Thanks for your note, Jane. Interestingly, the quotation attributed to Nathaniel Hawthorne is genuine.
Date: 1860
Book Title: The Marble Fann, Or the Romance of Monte Beni
Author: Nathaniel Hawthorne
Volume 1
Houghton, Mifflin and Company, Boston, Massachusetts
Database: Google Books Full View
https://books.google.com/books?id=m-PhulwpAw4C&q=+%22Time+flies%22#v=snippet&
[Begin excerpt]
“I may have known such a life, when I was younger,” answered the Count, gravely. “I am not a boy now. Time flies over us, but leaves its shadow behind.”
[End excerpt]
The article about “Time flies like an arrow. Fruit flies like a banana” mentions the following, as you have already seen.
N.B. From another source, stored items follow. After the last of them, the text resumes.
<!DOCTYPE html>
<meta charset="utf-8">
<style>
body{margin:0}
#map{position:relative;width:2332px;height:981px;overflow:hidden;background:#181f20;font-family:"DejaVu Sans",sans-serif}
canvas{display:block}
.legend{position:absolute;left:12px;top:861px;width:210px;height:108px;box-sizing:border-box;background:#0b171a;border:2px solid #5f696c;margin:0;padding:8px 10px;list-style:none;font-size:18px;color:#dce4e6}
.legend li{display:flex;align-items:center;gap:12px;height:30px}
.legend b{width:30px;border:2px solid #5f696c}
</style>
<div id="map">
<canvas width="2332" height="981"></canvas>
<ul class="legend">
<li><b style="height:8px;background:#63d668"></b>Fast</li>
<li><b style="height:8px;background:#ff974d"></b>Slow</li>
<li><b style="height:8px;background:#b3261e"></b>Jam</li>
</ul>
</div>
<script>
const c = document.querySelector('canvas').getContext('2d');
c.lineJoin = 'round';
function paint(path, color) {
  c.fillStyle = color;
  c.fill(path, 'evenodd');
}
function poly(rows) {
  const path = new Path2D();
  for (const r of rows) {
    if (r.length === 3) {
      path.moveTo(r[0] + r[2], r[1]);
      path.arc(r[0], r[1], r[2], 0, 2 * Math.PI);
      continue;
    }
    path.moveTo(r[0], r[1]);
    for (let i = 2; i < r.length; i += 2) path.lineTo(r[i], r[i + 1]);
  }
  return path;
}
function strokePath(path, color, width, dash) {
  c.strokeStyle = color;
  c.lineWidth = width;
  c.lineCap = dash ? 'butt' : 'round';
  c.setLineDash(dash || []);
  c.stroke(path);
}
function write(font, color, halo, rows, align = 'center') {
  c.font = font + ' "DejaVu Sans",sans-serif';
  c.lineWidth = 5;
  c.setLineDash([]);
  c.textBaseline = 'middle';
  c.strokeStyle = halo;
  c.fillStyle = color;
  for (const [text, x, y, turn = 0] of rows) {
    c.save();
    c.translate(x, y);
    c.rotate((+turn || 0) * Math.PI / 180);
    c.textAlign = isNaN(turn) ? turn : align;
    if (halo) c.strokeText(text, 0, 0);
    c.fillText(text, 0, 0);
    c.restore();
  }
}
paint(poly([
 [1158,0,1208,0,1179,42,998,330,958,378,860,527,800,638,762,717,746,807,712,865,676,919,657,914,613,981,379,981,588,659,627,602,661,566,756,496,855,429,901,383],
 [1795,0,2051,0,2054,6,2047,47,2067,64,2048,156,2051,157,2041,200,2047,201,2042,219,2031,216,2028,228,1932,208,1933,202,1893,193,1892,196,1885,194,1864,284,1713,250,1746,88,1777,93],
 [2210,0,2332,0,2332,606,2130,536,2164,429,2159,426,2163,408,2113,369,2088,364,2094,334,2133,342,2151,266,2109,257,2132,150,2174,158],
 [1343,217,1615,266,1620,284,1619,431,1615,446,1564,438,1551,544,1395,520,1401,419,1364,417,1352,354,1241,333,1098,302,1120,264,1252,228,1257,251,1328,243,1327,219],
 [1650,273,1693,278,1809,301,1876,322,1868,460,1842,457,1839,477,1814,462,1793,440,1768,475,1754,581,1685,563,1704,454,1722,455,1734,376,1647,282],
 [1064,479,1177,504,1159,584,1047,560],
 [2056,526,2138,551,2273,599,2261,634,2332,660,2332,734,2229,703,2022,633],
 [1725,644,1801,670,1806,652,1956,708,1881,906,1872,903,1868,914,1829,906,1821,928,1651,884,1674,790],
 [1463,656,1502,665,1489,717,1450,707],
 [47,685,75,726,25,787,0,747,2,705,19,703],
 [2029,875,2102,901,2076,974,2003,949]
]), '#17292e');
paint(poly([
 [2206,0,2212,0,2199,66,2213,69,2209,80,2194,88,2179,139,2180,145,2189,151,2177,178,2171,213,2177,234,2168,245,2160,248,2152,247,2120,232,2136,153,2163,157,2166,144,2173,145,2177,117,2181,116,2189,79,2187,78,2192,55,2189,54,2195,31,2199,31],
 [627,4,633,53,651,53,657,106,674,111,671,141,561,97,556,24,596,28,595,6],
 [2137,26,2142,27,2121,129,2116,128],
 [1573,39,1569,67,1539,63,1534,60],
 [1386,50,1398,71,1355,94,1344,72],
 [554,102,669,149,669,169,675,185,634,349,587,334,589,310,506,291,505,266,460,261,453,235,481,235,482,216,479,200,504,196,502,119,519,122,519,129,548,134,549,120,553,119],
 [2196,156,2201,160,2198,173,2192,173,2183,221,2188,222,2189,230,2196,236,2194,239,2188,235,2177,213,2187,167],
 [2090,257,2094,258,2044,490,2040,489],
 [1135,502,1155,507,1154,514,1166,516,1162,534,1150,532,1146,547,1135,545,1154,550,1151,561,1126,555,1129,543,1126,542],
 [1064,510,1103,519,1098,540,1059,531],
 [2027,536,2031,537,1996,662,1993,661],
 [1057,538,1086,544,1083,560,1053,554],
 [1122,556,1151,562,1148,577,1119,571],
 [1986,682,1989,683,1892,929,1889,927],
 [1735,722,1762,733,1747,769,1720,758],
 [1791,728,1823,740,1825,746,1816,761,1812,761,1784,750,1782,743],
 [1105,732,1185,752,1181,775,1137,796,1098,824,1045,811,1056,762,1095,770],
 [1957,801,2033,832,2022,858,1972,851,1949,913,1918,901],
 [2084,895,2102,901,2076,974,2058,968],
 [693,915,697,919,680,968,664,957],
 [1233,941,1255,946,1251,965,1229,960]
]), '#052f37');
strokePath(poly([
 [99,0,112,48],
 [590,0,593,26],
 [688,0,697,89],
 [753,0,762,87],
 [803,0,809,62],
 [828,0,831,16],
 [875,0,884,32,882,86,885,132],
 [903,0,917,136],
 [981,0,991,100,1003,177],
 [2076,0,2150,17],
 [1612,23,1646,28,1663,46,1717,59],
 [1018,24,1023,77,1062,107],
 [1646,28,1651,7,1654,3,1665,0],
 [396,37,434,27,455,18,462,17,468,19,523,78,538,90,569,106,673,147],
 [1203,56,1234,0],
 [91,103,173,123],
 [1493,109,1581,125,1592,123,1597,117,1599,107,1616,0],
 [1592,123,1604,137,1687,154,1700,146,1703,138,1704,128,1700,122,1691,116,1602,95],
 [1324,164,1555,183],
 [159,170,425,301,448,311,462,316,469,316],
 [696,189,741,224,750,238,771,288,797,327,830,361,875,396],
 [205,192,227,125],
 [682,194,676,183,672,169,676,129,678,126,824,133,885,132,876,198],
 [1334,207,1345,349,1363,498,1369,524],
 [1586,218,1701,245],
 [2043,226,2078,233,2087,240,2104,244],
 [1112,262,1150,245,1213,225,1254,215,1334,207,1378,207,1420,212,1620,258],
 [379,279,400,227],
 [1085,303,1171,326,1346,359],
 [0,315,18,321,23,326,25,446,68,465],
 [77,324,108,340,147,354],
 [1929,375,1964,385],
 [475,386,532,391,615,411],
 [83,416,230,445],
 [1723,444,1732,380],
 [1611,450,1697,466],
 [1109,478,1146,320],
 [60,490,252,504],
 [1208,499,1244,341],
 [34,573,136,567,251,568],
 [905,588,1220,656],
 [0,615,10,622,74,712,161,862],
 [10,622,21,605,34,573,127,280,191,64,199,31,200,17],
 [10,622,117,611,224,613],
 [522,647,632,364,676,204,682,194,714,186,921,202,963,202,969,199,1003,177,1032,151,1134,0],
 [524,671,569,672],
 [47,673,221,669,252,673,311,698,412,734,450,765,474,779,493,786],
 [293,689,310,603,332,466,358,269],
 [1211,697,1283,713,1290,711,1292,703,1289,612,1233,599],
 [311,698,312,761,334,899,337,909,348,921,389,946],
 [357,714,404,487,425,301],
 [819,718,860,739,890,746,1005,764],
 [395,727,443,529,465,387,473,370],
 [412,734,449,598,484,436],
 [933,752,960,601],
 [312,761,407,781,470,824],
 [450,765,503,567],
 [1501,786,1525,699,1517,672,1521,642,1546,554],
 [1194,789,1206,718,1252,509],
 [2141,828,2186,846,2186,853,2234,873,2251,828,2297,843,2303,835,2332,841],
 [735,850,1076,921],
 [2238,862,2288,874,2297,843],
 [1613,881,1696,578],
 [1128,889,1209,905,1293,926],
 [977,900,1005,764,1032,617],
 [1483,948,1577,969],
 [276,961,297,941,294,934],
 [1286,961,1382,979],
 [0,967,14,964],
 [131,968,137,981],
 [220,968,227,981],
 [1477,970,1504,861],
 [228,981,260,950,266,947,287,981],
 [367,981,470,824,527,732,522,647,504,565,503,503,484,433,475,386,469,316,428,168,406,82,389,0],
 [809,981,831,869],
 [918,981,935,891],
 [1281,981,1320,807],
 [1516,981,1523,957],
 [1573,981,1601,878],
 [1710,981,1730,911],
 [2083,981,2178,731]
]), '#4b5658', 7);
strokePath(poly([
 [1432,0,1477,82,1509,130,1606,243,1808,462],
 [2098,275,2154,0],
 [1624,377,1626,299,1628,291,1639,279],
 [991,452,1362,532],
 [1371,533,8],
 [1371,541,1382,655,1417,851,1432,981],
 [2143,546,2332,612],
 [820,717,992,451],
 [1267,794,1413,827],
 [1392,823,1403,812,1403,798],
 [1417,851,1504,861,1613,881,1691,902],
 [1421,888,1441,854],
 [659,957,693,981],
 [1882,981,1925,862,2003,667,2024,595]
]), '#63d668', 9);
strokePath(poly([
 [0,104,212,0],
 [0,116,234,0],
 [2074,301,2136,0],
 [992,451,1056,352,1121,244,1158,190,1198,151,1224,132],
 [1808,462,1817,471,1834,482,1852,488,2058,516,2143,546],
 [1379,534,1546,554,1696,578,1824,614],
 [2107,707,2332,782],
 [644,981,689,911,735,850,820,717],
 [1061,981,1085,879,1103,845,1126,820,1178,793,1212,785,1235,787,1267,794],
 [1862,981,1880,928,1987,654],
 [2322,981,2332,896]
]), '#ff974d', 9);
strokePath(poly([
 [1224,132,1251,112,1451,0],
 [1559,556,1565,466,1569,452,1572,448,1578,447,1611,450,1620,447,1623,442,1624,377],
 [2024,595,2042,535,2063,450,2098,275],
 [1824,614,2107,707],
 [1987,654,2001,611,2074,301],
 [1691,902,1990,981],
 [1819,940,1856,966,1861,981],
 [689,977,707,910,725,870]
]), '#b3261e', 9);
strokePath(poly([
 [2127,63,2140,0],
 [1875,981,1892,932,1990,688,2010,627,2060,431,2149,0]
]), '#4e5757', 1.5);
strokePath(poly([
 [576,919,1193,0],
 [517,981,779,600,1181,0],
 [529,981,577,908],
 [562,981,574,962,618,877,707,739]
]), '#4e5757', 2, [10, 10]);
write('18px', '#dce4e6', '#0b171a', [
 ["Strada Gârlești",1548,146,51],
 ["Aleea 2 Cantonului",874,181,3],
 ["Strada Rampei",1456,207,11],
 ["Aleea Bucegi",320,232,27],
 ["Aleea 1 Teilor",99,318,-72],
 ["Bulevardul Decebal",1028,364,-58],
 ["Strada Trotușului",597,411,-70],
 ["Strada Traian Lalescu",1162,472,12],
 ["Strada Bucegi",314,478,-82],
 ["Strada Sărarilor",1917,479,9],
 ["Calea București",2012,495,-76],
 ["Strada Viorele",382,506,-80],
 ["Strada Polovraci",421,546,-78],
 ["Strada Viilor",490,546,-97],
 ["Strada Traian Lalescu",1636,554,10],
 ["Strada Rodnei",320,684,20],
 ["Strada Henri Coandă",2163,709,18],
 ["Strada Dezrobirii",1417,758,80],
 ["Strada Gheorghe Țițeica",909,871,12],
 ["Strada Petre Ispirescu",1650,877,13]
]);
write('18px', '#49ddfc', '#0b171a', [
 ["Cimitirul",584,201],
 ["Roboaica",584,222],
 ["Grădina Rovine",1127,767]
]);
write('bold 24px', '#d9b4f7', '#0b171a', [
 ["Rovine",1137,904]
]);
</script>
In 1690 the simile about time appeared in a religious book titled “The Pleasure of the Mind; Or, the Foretast of Happiness”:
[Begin excerpt]
... for the time flies away as swift as a Bird of the Air, or as an Arrow out of a Bow.
[End excerpt]
In 1816 the precise expression “Time flies like an arrow” appeared in “The Infidel’s Text-Book, Being the Substance of Thirteen Lectures on the Bible” by Robert Cooper who described the following statement as a Chinese proverb:
[Begin excerpt]
“Time flies like an arrow; days and months like a weaver’s shuttle.”